== Your objective ==
For the records below, report how many lines include the word "Keep". Only the number should appear.

[Stored entries]
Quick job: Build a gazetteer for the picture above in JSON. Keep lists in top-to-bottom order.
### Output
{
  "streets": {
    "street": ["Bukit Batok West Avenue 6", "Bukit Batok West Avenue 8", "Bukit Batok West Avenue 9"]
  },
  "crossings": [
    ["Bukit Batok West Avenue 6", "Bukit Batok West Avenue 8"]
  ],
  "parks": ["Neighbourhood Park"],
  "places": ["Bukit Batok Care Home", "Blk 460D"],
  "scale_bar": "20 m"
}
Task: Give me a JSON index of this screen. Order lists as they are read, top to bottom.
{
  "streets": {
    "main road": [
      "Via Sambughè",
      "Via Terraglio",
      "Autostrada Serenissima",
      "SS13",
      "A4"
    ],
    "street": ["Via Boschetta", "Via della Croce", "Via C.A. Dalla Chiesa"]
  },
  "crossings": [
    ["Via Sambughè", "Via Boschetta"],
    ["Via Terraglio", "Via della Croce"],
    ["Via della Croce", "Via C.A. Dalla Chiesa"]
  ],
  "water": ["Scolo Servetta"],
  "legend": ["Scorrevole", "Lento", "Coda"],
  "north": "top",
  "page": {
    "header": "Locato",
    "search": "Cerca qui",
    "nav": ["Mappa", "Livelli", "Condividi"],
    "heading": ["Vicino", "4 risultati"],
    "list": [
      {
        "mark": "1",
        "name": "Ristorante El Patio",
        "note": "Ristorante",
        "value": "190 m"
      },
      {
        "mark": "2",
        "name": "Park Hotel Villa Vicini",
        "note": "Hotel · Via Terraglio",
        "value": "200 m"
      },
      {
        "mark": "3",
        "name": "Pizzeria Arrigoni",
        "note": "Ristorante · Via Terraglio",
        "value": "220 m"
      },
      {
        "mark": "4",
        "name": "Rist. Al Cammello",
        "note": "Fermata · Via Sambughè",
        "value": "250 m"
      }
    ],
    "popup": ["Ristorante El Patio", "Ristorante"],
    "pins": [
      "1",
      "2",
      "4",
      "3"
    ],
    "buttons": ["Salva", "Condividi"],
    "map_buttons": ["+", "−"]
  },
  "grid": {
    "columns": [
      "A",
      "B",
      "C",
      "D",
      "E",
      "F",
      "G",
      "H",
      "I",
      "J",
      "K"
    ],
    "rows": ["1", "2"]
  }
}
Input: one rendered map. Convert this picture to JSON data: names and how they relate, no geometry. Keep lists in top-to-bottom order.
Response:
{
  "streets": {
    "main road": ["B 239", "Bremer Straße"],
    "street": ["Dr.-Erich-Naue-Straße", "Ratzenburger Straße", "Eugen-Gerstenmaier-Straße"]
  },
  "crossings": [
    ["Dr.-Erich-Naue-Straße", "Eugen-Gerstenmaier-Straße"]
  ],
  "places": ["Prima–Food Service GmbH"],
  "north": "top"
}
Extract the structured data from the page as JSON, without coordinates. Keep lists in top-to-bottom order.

== Reply ==
3